Accountability and where to start.

When we go to work, our role, and much of what we do at work is a function of the structural world around us. This can be the company structure, the function you work in, your specific role and or specific project team structures. When these things go undefined, uncontrolled and uncoordinated, time, effort and money is wasted. Worst of all people are frustrated, unmotivated and switch off.

The importance of accountability means not pulling your hair out later.

What I am seeing more often than not is, that there are a lot of organisations becoming uncoordinated and overwhelmed by what they have going on. People are frustrated and there is poor visibility and alignment of activities. There are the day to day activities of the core business, then there are numerous projects in play that are uncoordinated, misaligned and generally under performing.
Contract staff are the norm and there is no accountability for results and outcomes. I bet there are very few people in the organisation that can actually articulate what the top 5 strategic objectives or goals are and how their role helps deliver them.

Managers that I speak to, in general, seem to be more complex than ever before and they spend the majority of their day in reactive mode and fighting fires.

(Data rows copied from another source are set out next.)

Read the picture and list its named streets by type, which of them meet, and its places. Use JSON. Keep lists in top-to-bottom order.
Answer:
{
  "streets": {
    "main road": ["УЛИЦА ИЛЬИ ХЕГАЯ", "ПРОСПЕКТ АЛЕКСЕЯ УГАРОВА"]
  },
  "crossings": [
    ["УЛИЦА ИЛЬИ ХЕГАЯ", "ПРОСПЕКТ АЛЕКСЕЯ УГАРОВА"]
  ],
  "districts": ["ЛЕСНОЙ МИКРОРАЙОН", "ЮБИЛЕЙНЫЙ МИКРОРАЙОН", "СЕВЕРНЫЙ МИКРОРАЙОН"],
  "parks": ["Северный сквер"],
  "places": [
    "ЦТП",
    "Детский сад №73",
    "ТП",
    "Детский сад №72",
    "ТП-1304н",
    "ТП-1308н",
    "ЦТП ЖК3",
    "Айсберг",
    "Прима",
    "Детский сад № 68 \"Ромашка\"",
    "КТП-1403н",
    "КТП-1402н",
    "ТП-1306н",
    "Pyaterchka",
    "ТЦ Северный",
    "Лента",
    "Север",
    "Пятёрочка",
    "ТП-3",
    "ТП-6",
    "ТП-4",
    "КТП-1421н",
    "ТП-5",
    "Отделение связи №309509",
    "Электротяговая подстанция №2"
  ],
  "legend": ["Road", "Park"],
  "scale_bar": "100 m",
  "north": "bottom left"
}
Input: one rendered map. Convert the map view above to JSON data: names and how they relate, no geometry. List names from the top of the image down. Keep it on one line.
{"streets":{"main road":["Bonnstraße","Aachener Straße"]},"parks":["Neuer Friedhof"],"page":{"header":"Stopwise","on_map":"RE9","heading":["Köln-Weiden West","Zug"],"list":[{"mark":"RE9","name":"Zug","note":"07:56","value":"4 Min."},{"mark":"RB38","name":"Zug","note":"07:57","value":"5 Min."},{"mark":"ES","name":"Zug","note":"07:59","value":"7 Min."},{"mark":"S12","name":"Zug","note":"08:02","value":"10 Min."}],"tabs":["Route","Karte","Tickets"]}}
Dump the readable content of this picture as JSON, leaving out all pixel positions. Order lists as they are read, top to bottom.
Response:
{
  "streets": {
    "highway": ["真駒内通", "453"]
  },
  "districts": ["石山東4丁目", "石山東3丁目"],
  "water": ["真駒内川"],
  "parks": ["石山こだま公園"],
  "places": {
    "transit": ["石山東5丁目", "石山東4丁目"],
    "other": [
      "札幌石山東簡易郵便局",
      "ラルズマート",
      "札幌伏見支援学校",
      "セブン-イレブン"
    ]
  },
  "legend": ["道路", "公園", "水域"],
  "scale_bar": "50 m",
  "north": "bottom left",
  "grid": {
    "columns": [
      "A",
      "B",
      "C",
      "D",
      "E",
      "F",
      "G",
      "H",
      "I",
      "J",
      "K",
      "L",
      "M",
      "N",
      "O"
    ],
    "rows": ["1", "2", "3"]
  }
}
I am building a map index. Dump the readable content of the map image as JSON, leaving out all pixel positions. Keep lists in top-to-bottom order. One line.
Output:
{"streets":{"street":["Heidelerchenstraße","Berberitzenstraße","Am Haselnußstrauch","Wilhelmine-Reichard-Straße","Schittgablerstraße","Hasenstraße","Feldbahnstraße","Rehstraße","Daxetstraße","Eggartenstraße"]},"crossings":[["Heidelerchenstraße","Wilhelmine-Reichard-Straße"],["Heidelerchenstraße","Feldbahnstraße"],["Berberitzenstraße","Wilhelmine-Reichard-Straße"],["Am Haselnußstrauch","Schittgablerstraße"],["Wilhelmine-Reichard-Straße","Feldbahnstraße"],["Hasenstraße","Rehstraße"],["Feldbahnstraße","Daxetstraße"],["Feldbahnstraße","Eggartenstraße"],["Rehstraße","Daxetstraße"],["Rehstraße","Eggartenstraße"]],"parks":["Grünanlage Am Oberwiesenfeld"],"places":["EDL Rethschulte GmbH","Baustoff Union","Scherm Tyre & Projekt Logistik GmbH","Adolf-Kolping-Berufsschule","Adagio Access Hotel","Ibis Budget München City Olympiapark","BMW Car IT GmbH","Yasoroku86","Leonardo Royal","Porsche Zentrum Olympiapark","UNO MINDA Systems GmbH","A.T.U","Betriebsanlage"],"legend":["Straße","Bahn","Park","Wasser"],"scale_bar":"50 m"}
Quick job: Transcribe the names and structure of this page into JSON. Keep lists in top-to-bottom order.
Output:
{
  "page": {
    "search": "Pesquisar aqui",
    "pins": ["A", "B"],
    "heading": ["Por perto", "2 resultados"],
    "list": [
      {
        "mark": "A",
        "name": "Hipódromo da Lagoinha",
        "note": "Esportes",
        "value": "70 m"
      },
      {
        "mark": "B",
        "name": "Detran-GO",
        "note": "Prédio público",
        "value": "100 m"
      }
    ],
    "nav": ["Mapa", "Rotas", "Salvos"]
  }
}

They spend their day on the phone and in meetings. But I have to ask DOING WHAT?

How do we change this?

I think it’s time to raise the accountability at all levels of an organisation. Then what is expected, actually gets delivered.
You can start raising the accountability bar by looking at what’s happening around you. What needs to happen? What poor performance patterns can you see?
Accountability starts with the alignment of 6 key elements; Strategy, Structures, People, Process, Technology and Information. These then need to be wrapped by an effective governance frame. Governance sounds dull and boring and in most cases it is. But it is a crucial ingredient as it sets the foundation for assessing opportunities and prioritizing activities. It provides the mechanism for assigning roles, responsibilities and accountability.
Suffering in silence takes no skill. Raising the bar on accountability does. When you do it, you will increase individual and business performance.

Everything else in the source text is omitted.